═════ Data to use ═════

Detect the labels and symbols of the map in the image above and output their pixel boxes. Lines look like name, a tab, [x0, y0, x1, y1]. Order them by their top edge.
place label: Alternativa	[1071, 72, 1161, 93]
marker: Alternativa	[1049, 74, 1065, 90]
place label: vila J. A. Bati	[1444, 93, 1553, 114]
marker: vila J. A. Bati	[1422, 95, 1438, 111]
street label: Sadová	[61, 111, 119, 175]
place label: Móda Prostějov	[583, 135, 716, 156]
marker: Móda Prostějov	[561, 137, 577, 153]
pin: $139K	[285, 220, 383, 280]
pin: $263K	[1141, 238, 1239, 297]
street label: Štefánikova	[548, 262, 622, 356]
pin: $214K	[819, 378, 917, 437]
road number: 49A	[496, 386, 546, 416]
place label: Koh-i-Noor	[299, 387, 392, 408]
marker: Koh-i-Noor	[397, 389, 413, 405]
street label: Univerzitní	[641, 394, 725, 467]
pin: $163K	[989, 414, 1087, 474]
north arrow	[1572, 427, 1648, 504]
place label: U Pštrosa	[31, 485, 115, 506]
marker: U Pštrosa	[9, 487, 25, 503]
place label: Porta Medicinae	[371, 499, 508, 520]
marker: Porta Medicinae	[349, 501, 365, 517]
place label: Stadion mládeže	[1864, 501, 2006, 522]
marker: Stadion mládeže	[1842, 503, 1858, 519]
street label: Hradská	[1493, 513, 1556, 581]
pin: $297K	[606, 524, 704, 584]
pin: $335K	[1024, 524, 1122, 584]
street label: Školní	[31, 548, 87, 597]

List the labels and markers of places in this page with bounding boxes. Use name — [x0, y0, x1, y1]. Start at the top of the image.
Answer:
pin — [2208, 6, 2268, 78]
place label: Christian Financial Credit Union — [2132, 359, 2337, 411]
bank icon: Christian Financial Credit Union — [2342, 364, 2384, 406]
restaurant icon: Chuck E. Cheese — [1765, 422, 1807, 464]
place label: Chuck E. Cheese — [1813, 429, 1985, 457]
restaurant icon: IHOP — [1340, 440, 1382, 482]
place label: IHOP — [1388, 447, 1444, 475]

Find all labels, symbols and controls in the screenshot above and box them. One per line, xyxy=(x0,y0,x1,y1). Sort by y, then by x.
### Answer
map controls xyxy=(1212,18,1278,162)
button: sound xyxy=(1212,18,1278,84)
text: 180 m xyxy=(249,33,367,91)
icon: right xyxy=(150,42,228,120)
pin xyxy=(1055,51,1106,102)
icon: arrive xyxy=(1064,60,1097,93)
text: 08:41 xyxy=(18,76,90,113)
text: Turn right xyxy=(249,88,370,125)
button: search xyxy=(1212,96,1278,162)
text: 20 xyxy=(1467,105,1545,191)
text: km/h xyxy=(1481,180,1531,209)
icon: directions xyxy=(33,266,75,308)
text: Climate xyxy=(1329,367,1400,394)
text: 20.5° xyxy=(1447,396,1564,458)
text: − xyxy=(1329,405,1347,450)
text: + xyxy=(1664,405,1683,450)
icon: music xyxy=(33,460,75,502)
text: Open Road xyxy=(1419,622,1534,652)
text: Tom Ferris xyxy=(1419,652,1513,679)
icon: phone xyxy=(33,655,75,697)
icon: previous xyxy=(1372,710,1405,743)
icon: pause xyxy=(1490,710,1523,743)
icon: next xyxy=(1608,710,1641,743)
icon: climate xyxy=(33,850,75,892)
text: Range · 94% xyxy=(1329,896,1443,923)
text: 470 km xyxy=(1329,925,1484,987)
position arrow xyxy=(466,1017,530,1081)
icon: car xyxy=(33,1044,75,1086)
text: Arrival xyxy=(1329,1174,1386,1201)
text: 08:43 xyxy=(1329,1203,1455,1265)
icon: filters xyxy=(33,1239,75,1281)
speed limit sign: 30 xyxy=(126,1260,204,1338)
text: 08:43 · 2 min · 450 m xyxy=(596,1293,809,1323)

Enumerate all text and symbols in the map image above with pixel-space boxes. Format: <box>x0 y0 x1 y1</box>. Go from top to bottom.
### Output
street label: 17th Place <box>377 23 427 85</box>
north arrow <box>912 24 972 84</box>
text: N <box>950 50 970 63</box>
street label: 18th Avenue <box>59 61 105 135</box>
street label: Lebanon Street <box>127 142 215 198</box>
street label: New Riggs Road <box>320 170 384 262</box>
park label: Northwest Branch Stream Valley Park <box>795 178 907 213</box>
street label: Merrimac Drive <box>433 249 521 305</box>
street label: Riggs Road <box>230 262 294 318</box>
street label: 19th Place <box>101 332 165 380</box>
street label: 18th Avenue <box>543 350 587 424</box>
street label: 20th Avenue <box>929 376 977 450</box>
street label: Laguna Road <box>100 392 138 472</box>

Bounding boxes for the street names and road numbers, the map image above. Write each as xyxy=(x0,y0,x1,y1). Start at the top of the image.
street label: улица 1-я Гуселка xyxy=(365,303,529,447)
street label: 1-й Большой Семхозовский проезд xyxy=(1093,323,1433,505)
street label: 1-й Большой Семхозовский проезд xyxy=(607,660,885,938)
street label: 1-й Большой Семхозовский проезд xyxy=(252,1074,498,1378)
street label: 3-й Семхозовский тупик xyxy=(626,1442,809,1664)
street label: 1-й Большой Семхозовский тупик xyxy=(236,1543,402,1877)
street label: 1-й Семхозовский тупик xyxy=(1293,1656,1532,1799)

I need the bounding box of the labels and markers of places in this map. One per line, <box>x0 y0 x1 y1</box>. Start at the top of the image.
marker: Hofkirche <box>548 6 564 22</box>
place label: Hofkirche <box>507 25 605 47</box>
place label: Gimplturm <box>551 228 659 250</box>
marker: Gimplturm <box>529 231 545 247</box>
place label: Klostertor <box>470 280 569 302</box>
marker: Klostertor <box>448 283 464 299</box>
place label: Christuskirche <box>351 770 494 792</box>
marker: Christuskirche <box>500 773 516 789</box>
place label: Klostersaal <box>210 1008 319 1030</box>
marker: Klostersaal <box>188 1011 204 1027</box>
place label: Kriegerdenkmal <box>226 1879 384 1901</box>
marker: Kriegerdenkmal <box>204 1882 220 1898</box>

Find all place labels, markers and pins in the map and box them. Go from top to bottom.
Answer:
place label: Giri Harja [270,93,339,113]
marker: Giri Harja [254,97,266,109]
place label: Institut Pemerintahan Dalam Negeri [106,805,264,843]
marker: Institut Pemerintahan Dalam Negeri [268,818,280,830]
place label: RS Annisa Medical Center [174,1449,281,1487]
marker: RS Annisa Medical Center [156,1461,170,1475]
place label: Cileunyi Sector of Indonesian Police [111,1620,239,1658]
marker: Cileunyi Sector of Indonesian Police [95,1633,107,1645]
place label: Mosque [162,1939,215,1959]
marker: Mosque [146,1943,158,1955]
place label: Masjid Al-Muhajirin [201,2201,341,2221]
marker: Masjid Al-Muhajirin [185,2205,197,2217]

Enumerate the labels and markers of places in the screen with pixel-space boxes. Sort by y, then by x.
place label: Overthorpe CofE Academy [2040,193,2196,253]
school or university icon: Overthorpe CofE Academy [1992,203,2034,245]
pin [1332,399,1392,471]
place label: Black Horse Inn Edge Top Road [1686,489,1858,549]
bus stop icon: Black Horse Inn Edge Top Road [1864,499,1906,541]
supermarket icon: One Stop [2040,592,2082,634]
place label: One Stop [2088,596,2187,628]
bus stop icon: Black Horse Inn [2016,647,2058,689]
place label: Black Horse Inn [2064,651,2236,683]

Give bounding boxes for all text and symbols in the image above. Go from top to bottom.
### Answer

═════

== Task statement ==
Return the opening line of the data and every line after it through the line containing "List the labels", please, exactly as written and with nothing added.

== Final answer ==
Detect the labels and symbols of the map in the image above and output their pixel boxes. Lines look like name, a tab, [x0, y0, x1, y1]. Order them by their top edge.
place label: Alternativa	[1071, 72, 1161, 93]
marker: Alternativa	[1049, 74, 1065, 90]
place label: vila J. A. Bati	[1444, 93, 1553, 114]
marker: vila J. A. Bati	[1422, 95, 1438, 111]
street label: Sadová	[61, 111, 119, 175]
place label: Móda Prostějov	[583, 135, 716, 156]
marker: Móda Prostějov	[561, 137, 577, 153]
pin: $139K	[285, 220, 383, 280]
pin: $263K	[1141, 238, 1239, 297]
street label: Štefánikova	[548, 262, 622, 356]
pin: $214K	[819, 378, 917, 437]
road number: 49A	[496, 386, 546, 416]
place label: Koh-i-Noor	[299, 387, 392, 408]
marker: Koh-i-Noor	[397, 389, 413, 405]
street label: Univerzitní	[641, 394, 725, 467]
pin: $163K	[989, 414, 1087, 474]
north arrow	[1572, 427, 1648, 504]
place label: U Pštrosa	[31, 485, 115, 506]
marker: U Pštrosa	[9, 487, 25, 503]
place label: Porta Medicinae	[371, 499, 508, 520]
marker: Porta Medicinae	[349, 501, 365, 517]
place label: Stadion mládeže	[1864, 501, 2006, 522]
marker: Stadion mládeže	[1842, 503, 1858, 519]
street label: Hradská	[1493, 513, 1556, 581]
pin: $297K	[606, 524, 704, 584]
pin: $335K	[1024, 524, 1122, 584]
street label: Školní	[31, 548, 87, 597]

List the labels and markers of places in this page with bounding boxes. Use name — [x0, y0, x1, y1]. Start at the top of the image.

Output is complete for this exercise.